* Assignment
The response must restate all of the data word for word.
** Supplied data follows **
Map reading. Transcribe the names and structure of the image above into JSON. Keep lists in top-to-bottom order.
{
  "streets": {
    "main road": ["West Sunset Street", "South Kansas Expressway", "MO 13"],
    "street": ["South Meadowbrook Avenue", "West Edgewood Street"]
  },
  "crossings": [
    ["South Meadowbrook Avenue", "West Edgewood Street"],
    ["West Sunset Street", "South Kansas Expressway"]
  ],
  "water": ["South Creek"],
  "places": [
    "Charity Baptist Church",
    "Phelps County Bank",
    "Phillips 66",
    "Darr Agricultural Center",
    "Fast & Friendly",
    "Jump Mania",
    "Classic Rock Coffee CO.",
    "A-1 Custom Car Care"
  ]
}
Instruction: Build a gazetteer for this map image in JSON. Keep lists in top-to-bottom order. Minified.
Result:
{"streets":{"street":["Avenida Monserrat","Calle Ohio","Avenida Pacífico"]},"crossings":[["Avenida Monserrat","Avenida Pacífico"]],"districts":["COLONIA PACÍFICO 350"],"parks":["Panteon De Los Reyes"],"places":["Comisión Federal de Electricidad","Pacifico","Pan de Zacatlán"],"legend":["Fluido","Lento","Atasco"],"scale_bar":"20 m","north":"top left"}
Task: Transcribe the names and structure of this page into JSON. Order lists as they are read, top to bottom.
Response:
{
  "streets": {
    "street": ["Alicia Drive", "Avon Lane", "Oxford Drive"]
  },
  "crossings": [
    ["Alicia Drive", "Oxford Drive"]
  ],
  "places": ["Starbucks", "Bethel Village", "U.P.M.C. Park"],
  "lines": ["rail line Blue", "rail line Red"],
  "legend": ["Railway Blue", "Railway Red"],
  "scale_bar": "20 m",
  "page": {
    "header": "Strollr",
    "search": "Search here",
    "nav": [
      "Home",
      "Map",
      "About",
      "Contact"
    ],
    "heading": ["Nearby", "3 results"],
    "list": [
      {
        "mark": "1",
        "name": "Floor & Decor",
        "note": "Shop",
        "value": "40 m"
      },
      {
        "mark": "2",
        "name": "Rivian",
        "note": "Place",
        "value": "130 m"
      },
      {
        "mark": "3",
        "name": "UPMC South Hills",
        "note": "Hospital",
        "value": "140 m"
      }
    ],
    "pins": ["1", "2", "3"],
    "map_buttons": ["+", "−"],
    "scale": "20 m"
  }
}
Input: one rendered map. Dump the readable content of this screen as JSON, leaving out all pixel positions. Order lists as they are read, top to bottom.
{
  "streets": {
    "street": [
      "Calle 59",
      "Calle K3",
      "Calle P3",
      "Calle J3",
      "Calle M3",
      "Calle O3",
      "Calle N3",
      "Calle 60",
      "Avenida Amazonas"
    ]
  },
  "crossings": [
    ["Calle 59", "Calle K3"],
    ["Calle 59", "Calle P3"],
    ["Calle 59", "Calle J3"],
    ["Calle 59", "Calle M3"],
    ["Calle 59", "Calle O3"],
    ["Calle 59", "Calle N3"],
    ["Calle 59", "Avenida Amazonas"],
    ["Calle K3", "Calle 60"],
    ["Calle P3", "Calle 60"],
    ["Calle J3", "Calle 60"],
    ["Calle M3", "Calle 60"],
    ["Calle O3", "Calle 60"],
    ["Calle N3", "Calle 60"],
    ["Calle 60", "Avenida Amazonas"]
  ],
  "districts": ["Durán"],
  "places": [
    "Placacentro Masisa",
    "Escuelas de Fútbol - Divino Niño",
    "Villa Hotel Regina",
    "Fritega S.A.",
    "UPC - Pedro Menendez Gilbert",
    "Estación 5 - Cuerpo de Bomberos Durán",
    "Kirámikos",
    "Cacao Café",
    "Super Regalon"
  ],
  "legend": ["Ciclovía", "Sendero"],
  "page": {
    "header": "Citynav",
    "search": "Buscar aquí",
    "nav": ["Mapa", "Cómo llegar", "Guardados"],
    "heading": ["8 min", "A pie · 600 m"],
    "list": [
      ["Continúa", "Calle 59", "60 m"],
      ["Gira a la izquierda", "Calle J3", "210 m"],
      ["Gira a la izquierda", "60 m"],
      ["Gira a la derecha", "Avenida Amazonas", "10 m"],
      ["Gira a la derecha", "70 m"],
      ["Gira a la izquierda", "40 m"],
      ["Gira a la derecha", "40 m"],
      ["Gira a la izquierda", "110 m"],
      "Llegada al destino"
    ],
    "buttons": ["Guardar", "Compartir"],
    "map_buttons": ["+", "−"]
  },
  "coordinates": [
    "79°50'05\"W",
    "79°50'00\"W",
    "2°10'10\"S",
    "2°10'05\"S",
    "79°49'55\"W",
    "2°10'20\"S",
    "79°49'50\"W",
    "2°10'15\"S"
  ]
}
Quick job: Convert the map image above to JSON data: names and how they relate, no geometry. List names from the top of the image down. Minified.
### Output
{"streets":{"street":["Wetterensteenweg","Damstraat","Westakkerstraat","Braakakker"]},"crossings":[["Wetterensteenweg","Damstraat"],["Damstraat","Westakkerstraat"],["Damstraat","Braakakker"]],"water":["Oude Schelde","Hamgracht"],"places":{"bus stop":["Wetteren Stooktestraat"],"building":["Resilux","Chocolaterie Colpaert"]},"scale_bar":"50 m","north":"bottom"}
** End of Supplied data **
* Solution to the exercise
Map reading. Transcribe the names and structure of the image above into JSON. Keep lists in top-to-bottom order.
{
  "streets": {
    "main road": ["West Sunset Street", "South Kansas Expressway", "MO 13"],
    "street": ["South Meadowbrook Avenue", "West Edgewood Street"]
  },
  "crossings": [
    ["South Meadowbrook Avenue", "West Edgewood Street"],
    ["West Sunset Street", "South Kansas Expressway"]
  ],
  "water": ["South Creek"],
  "places": [
    "Charity Baptist Church",
    "Phelps County Bank",
    "Phillips 66",
    "Darr Agricultural Center",
    "Fast & Friendly",
    "Jump Mania",
    "Classic Rock Coffee CO.",
    "A-1 Custom Car Care"
  ]
}
Instruction: Build a gazetteer for this map image in JSON. Keep lists in top-to-bottom order. Minified.
Result:
{"streets":{"street":["Avenida Monserrat","Calle Ohio","Avenida Pacífico"]},"crossings":[["Avenida Monserrat","Avenida Pacífico"]],"districts":["COLONIA PACÍFICO 350"],"parks":["Panteon De Los Reyes"],"places":["Comisión Federal de Electricidad","Pacifico","Pan de Zacatlán"],"legend":["Fluido","Lento","Atasco"],"scale_bar":"20 m","north":"top left"}
Task: Transcribe the names and structure of this page into JSON. Order lists as they are read, top to bottom.
Response:
{
  "streets": {
    "street": ["Alicia Drive", "Avon Lane", "Oxford Drive"]
  },
  "crossings": [
    ["Alicia Drive", "Oxford Drive"]
  ],
  "places": ["Starbucks", "Bethel Village", "U.P.M.C. Park"],
  "lines": ["rail line Blue", "rail line Red"],
  "legend": ["Railway Blue", "Railway Red"],
  "scale_bar": "20 m",
  "page": {
    "header": "Strollr",
    "search": "Search here",
    "nav": [
      "Home",
      "Map",
      "About",
      "Contact"
    ],
    "heading": ["Nearby", "3 results"],
    "list": [
      {
        "mark": "1",
        "name": "Floor & Decor",
        "note": "Shop",
        "value": "40 m"
      },
      {
        "mark": "2",
        "name": "Rivian",
        "note": "Place",
        "value": "130 m"
      },
      {
        "mark": "3",
        "name": "UPMC South Hills",
        "note": "Hospital",
        "value": "140 m"
      }
    ],
    "pins": ["1", "2", "3"],
    "map_buttons": ["+", "−"],
    "scale": "20 m"
  }
}
Input: one rendered map. Dump the readable content of this screen as JSON, leaving out all pixel positions. Order lists as they are read, top to bottom.
{
  "streets": {
    "street": [
      "Calle 59",
      "Calle K3",
      "Calle P3",
      "Calle J3",
      "Calle M3",
      "Calle O3",
      "Calle N3",
      "Calle 60",
      "Avenida Amazonas"
    ]
  },
  "crossings": [
    ["Calle 59", "Calle K3"],
    ["Calle 59", "Calle P3"],
    ["Calle 59", "Calle J3"],
    ["Calle 59", "Calle M3"],
    ["Calle 59", "Calle O3"],
    ["Calle 59", "Calle N3"],
    ["Calle 59", "Avenida Amazonas"],
    ["Calle K3", "Calle 60"],
    ["Calle P3", "Calle 60"],
    ["Calle J3", "Calle 60"],
    ["Calle M3", "Calle 60"],
    ["Calle O3", "Calle 60"],
    ["Calle N3", "Calle 60"],
    ["Calle 60", "Avenida Amazonas"]
  ],
  "districts": ["Durán"],
  "places": [
    "Placacentro Masisa",
    "Escuelas de Fútbol - Divino Niño",
    "Villa Hotel Regina",
    "Fritega S.A.",
    "UPC - Pedro Menendez Gilbert",
    "Estación 5 - Cuerpo de Bomberos Durán",
    "Kirámikos",
    "Cacao Café",
    "Super Regalon"
  ],
  "legend": ["Ciclovía", "Sendero"],
  "page": {
    "header": "Citynav",
    "search": "Buscar aquí",
    "nav": ["Mapa", "Cómo llegar", "Guardados"],
    "heading": ["8 min", "A pie · 600 m"],
    "list": [
      ["Continúa", "Calle 59", "60 m"],
      ["Gira a la izquierda", "Calle J3", "210 m"],
      ["Gira a la izquierda", "60 m"],
      ["Gira a la derecha", "Avenida Amazonas", "10 m"],
      ["Gira a la derecha", "70 m"],
      ["Gira a la izquierda", "40 m"],
      ["Gira a la derecha", "40 m"],
      ["Gira a la izquierda", "110 m"],
      "Llegada al destino"
    ],
    "buttons": ["Guardar", "Compartir"],
    "map_buttons": ["+", "−"]
  },
  "coordinates": [
    "79°50'05\"W",
    "79°50'00\"W",
    "2°10'10\"S",
    "2°10'05\"S",
    "79°49'55\"W",
    "2°10'20\"S",
    "79°49'50\"W",
    "2°10'15\"S"
  ]
}
Quick job: Convert the map image above to JSON data: names and how they relate, no geometry. List names from the top of the image down. Minified.
### Output
{"streets":{"street":["Wetterensteenweg","Damstraat","Westakkerstraat","Braakakker"]},"crossings":[["Wetterensteenweg","Damstraat"],["Damstraat","Westakkerstraat"],["Damstraat","Braakakker"]],"water":["Oude Schelde","Hamgracht"],"places":{"bus stop":["Wetteren Stooktestraat"],"building":["Resilux","Chocolaterie Colpaert"]},"scale_bar":"50 m","north":"bottom"}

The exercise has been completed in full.